◆ **Brief**
For each line below that includes the string "rows", show the whole line.

──────── Data to examine ────────

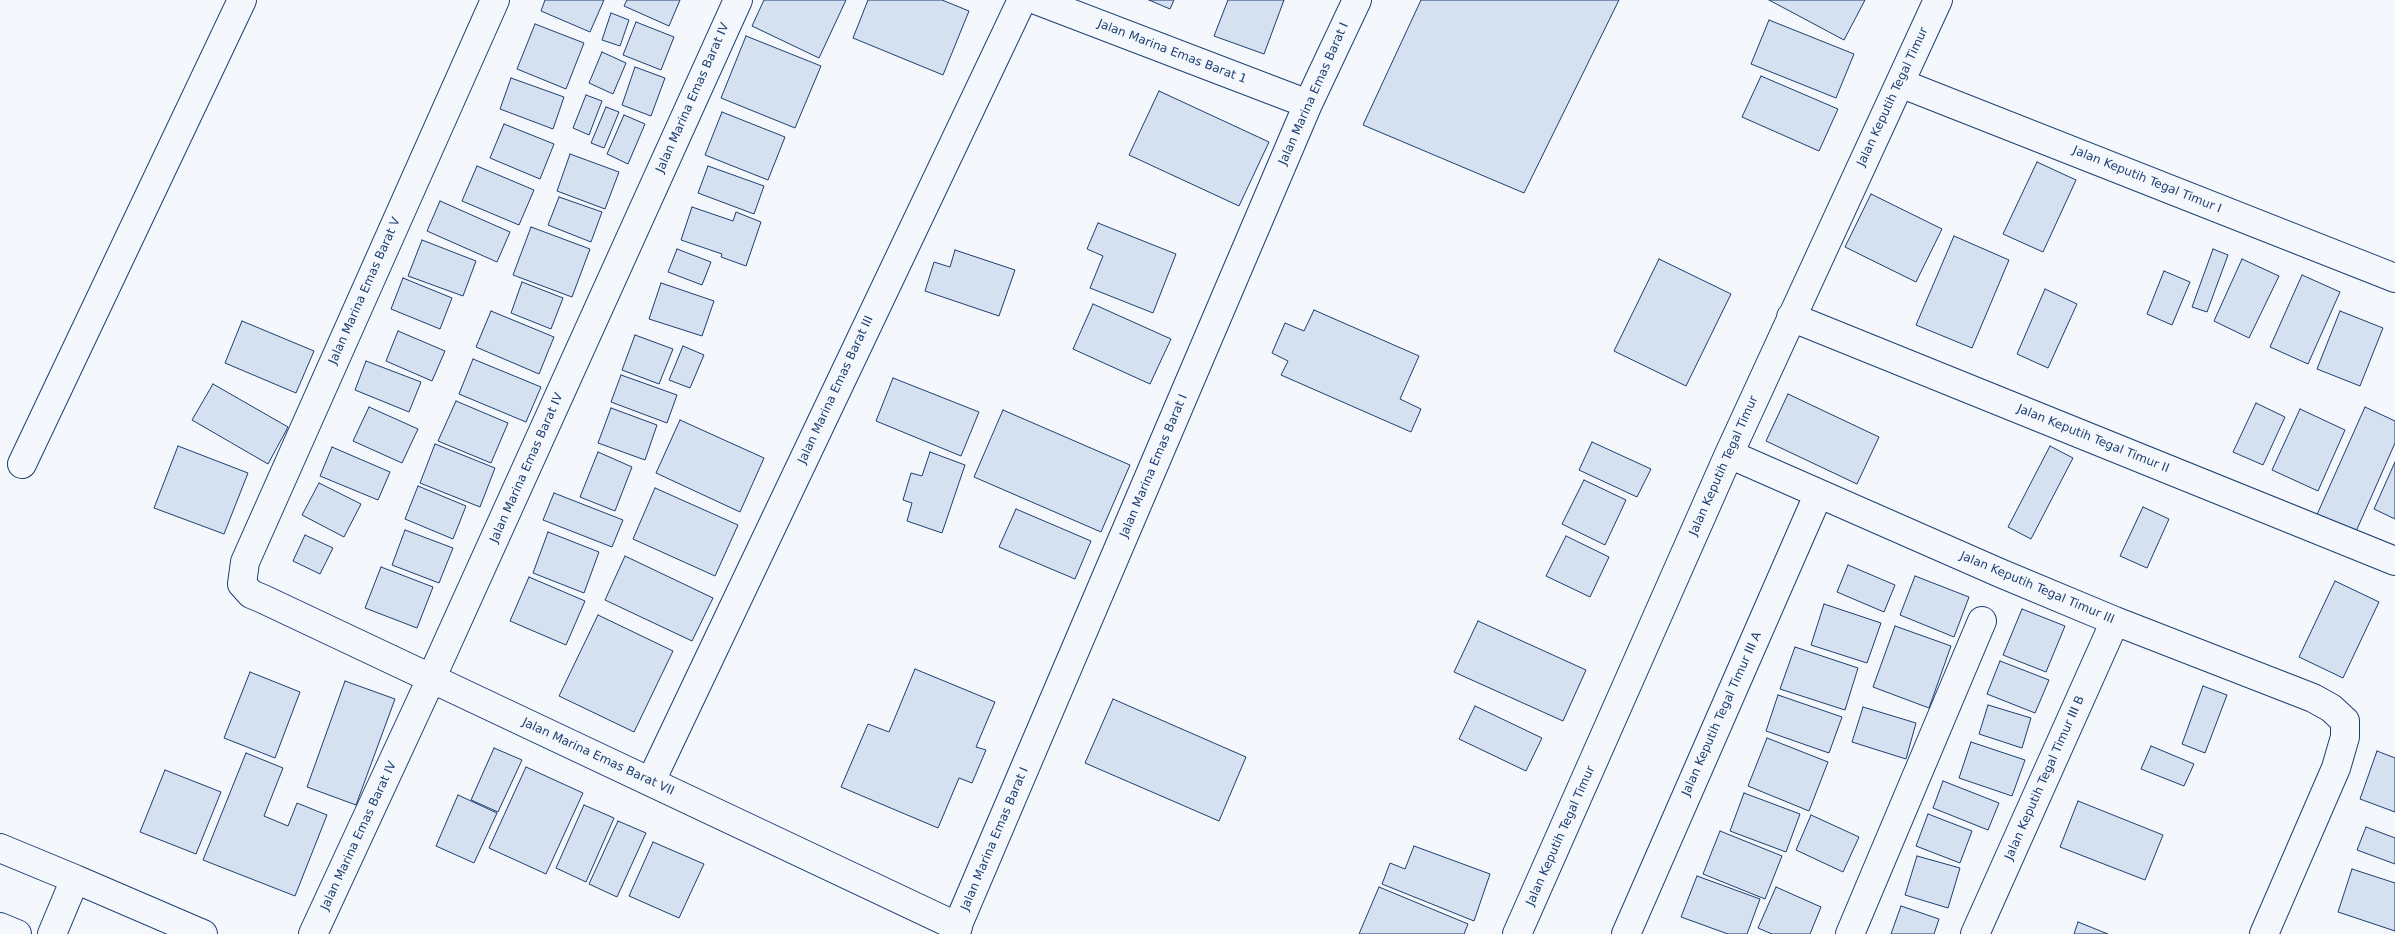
<!DOCTYPE html>
<style>
body{margin:0}
canvas{display:block;background:#f4f7fb}
</style>
<canvas width="2395" height="934"></canvas>
<script>
const context = document.querySelector('canvas').getContext('2d');
context.lineJoin = 'round';
function paint(path, color) { context.fillStyle = color; context.fill(path, 'evenodd'); }
const shape = rows => new Path2D(rows.map(r => 'M' + r).join(''));
function strokePath(path, color, width, dash) { context.strokeStyle = color; context.lineWidth = width; context.lineCap = dash ? 'butt' : 'round'; context.setLineDash(dash || []); context.stroke(path); }
function label(font, color, halo, rows, align = 'center') {
  context.font = font + ' "DejaVu Sans",sans-serif'; context.lineWidth = 4; context.setLineDash([]); context.textBaseline = 'middle'; context.strokeStyle = halo; context.fillStyle = color; for (const [text, x, y, turn = 0] of rows) {
    context.save(); context.translate(x, y); context.rotate((+turn || 0) * Math.PI / 180); context.textAlign = isNaN(turn) ? turn : align; if (halo) context.strokeText(text, 0, 0); context.fillText(text, 0, 0); context.restore();
  }
}
const building = shape([
 [545,0,604,0,590,32,541,11,545,0],
 [627,0,680,0,669,26,624,6,627,0],
 [764,0,846,0,819,58,752,26,764,0],
 [868,0,942,0,969,11,943,75,853,38,868,0],
 [1149,0,1174,0,1170,9,1149,0],
 [1228,0,1284,0,1264,54,1214,36,1228,0],
 [1421,0,1619,0,1524,193,1363,125,1421,0],
 [1769,0,1865,0,1844,40,1769,0],
 [611,13,629,20,620,46,602,40,611,13],
 [1769,20,1854,54,1836,98,1751,64,1769,20],
 [636,22,674,37,661,70,623,55,636,22],
 [535,24,584,43,566,89,517,69,535,24],
 [746,36,821,66,795,128,721,98,746,36],
 [602,52,626,63,613,94,589,83,602,52],
 [635,67,665,78,651,116,622,105,635,67],
 [1761,76,1838,109,1819,151,1742,117,1761,76],
 [511,78,564,97,553,129,500,109,511,78],
 [1159,91,1269,142,1239,206,1129,155,1159,91],
 [586,95,602,101,589,135,573,128,586,95],
 [606,107,619,112,604,148,591,143,606,107],
 [722,112,785,137,768,180,705,155,722,112],
 [624,115,645,124,628,164,607,154,624,115],
 [504,124,554,144,540,179,490,158,504,124],
 [570,154,619,172,605,209,557,191,570,154],
 [2037,162,2076,180,2043,252,2003,234,2037,162],
 [477,166,534,190,519,225,462,201,477,166],
 [708,166,764,186,754,214,698,193,708,166],
 [1871,194,1942,229,1916,282,1845,247,1871,194],
 [559,197,602,212,591,242,548,225,559,197],
 [440,201,510,232,497,262,427,231,440,201],
 [692,207,733,221,736,212,761,222,746,266,721,257,722,254,681,240,692,207],
 [1098,223,1176,254,1153,313,1090,288,1103,256,1087,249,1098,223],
 [531,227,590,249,572,297,513,275,531,227],
 [1954,236,2009,260,1972,348,1916,325,1954,236],
 [422,240,476,261,463,296,408,276,422,240],
 [677,249,711,262,702,285,668,272,677,249],
 [2213,249,2228,255,2207,312,2192,307,2213,249],
 [955,250,1015,270,999,316,925,291,934,262,950,267,955,250],
 [1659,259,1731,294,1686,386,1614,351,1659,259],
 [2242,259,2279,276,2249,338,2214,321,2242,259],
 [2164,271,2190,282,2172,325,2147,314,2164,271],
 [2302,275,2340,292,2308,364,2270,347,2302,275],
 [403,278,452,298,440,329,391,309,403,278],
 [522,282,563,298,551,329,511,313,522,282],
 [661,283,714,301,702,336,649,319,661,283],
 [2045,289,2077,304,2048,368,2017,354,2045,289],
 [1093,304,1171,339,1150,384,1073,349,1093,304],
 [1314,310,1419,356,1400,399,1421,409,1411,432,1281,375,1288,361,1272,353,1285,323,1304,331,1314,310],
 [491,311,554,337,539,374,476,347,491,311],
 [2340,311,2383,328,2360,386,2317,369,2340,311],
 [242,321,314,351,296,393,225,363,242,321],
 [398,331,445,351,432,381,386,361,398,331],
 [635,335,673,349,659,384,622,370,635,335],
 [683,346,704,355,690,388,669,380,683,346],
 [473,359,541,387,526,422,459,394,473,359],
 [366,361,421,382,409,412,355,390,366,361],
 [621,375,677,395,667,423,611,402,621,375],
 [893,378,979,412,961,456,876,421,893,378],
 [213,384,288,427,268,464,192,420,213,384],
 [1788,394,1879,437,1857,484,1766,441,1788,394],
 [456,401,508,423,491,463,438,441,456,401],
 [2256,403,2285,417,2263,465,2233,452,2256,403],
 [369,407,418,429,402,463,353,441,369,407],
 [2365,407,2395,421,2395,443,2354,536,2315,519,2365,407],
 [611,408,657,425,645,460,598,443,611,408],
 [2300,409,2345,430,2318,491,2272,470,2300,409],
 [1003,410,1130,465,1101,532,974,477,1003,410],
 [680,420,764,458,740,512,656,473,680,420],
 [1592,442,1651,469,1637,497,1579,470,1592,442],
 [435,444,495,468,480,507,420,483,435,444],
 [178,446,248,473,224,534,154,508,178,446],
 [2050,446,2073,458,2031,539,2008,527,2050,446],
 [332,447,390,472,378,500,320,476,332,447],
 [598,452,632,467,615,511,580,497,598,452],
 [930,452,965,465,942,533,907,521,912,503,903,500,911,473,922,476,930,452],
 [2395,462,2395,519,2374,509,2395,462],
 [1584,480,1626,500,1605,545,1562,524,1584,480],
 [319,483,361,504,344,537,302,515,319,483],
 [418,486,466,506,453,539,405,519,418,486],
 [655,488,738,525,715,576,633,539,655,488],
 [554,493,623,520,612,547,543,520,554,493],
 [2143,507,2169,519,2147,568,2120,556,2143,507],
 [1016,509,1091,541,1075,579,999,547,1016,509],
 [405,530,453,548,439,583,392,565,405,530],
 [548,532,599,552,584,593,533,573,548,532],
 [305,535,333,548,320,574,293,561,305,535],
 [1566,536,1609,557,1590,597,1546,576,1566,536],
 [625,556,713,598,692,641,605,600,625,556],
 [1848,565,1895,585,1884,612,1837,592,1848,565],
 [381,567,433,587,417,628,365,608,381,567],
 [1915,576,1969,597,1954,637,1900,615,1915,576],
 [529,577,585,601,566,645,510,621,529,577],
 [2335,581,2379,602,2343,678,2299,657,2335,581],
 [1824,604,1881,623,1867,663,1811,645,1824,604],
 [2022,609,2065,626,2046,672,2003,655,2022,609],
 [598,615,673,651,634,732,559,696,598,615],
 [1478,621,1586,670,1563,721,1454,672,1478,621],
 [1895,626,1951,646,1929,708,1873,687,1895,626],
 [1795,647,1858,668,1845,710,1780,689,1795,647],
 [2000,661,2049,680,2035,713,1987,694,2000,661],
 [915,669,995,702,976,747,986,750,972,783,959,778,938,828,841,787,868,724,889,732,915,669],
 [250,672,300,692,275,758,224,738,250,672],
 [345,681,395,699,356,805,307,787,345,681],
 [2203,686,2227,695,2205,753,2182,744,2203,686],
 [1778,695,1842,717,1829,753,1766,731,1778,695],
 [1113,699,1246,757,1219,821,1085,763,1113,699],
 [1988,705,2031,718,2022,748,1979,734,1988,705],
 [1475,706,1542,738,1526,771,1459,739,1475,706],
 [1863,707,1916,723,1906,759,1852,742,1863,707],
 [1767,738,1828,762,1809,811,1748,786,1767,738],
 [1971,742,2025,760,2012,796,1959,778,1971,742],
 [2151,746,2194,764,2184,786,2141,769,2151,746],
 [494,748,522,760,498,812,471,800,494,748],
 [2377,751,2395,758,2395,812,2360,799,2377,751],
 [246,753,283,768,264,816,288,826,297,803,327,815,295,896,203,860,246,753],
 [526,767,583,793,546,874,489,848,526,767],
 [165,770,221,792,196,854,140,832,165,770],
 [1943,781,1999,803,1988,830,1933,808,1943,781],
 [1744,793,1800,814,1786,852,1730,831,1744,793],
 [458,795,497,813,474,863,436,846,458,795],
 [2078,801,2163,835,2145,880,2060,847,2078,801],
 [584,805,614,818,586,882,556,868,584,805],
 [1928,814,1972,831,1960,863,1916,846,1928,814],
 [1811,815,1859,837,1843,872,1796,850,1811,815],
 [618,821,646,833,617,897,589,884,618,821],
 [2366,827,2395,838,2395,864,2357,850,2366,827],
 [1720,831,1782,856,1765,899,1703,874,1720,831],
 [653,842,704,864,679,918,629,896,653,842],
 [1414,846,1490,874,1474,921,1382,884,1390,863,1405,869,1414,846],
 [1917,856,1960,868,1948,908,1905,895,1917,856],
 [2352,869,2395,883,2395,931,2338,912,2352,869],
 [1697,876,1760,899,1747,934,1728,934,1681,917,1697,876],
 [1379,887,1468,924,1464,934,1359,934,1379,887],
 [1776,887,1821,907,1810,934,1772,934,1758,928,1776,887],
 [1901,906,1939,919,1934,934,1891,934,1901,906],
 [2078,922,2108,934,2074,934,2078,922]
]);
paint(building, '#d5e0f0');
strokePath(building, '#1d3f73', 1);
const minor = shape([
 [495,0,245,562,242,584,251,594,263,599,958,927],
 [1036,0,1308,104],
 [1900,83,2395,278],
 [1791,317,2395,561],
 [1729,454,2000,573,2115,621,2313,698,2331,708,2345,721,2345,737,2336,768,2264,934],
 [22,464,242,0],
 [651,781,1022,0],
 [0,848,75,879],
 [0,927,17,934],
 [52,934,75,879,203,934],
 [313,934,431,679,738,0],
 [954,934,1308,104,1357,0],
 [1517,934,1729,454,1938,0],
 [1626,934,1818,495],
 [1850,934,1982,621],
 [1975,934,2115,621]
]);
strokePath(minor, '#1d3f73', 30);
strokePath(minor, '#f4f7fb', 28);
label('12px', '#1d3f73', '#f4f7fb', [
 ["Jalan Marina Emas Barat 1",1172,52,21],
 ["Jalan Marina Emas Barat I",1314,94,-66],
 ["Jalan Keputih Tegal Timur",1893,97,-65],
 ["Jalan Marina Emas Barat IV",693,98,-66],
 ["Jalan Keputih Tegal Timur I",2147,180,22],
 ["Jalan Marina Emas Barat V",365,291,-66],
 ["Jalan Marina Emas Barat III",836,390,-65],
 ["Jalan Keputih Tegal Timur II",2093,439,22],
 ["Jalan Marina Emas Barat I",1154,466,-67],
 ["Jalan Keputih Tegal Timur",1724,466,-66],
 ["Jalan Marina Emas Barat IV",527,468,-66],
 ["Jalan Keputih Tegal Timur III",2037,588,23],
 ["Jalan Keputih Tegal Timur III A",1722,714,-66],
 ["Jalan Marina Emas Barat VII",598,757,25],
 ["Jalan Keputih Tegal Timur III B",2045,778,-66],
 ["Jalan Marina Emas Barat IV",359,836,-65],
 ["Jalan Keputih Tegal Timur",1561,836,-66],
 ["Jalan Marina Emas Barat I",995,839,-67]
]);
</script>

────────

◆ **Response to the exercise**
const shape = rows => new Path2D(rows.map(r => 'M' + r).join(''));
function label(font, color, halo, rows, align = 'center') {
  context.font = font + ' "DejaVu Sans",sans-serif'; context.lineWidth = 4; context.setLineDash([]); context.textBaseline = 'middle'; context.strokeStyle = halo; context.fillStyle = color; for (const [text, x, y, turn = 0] of rows) {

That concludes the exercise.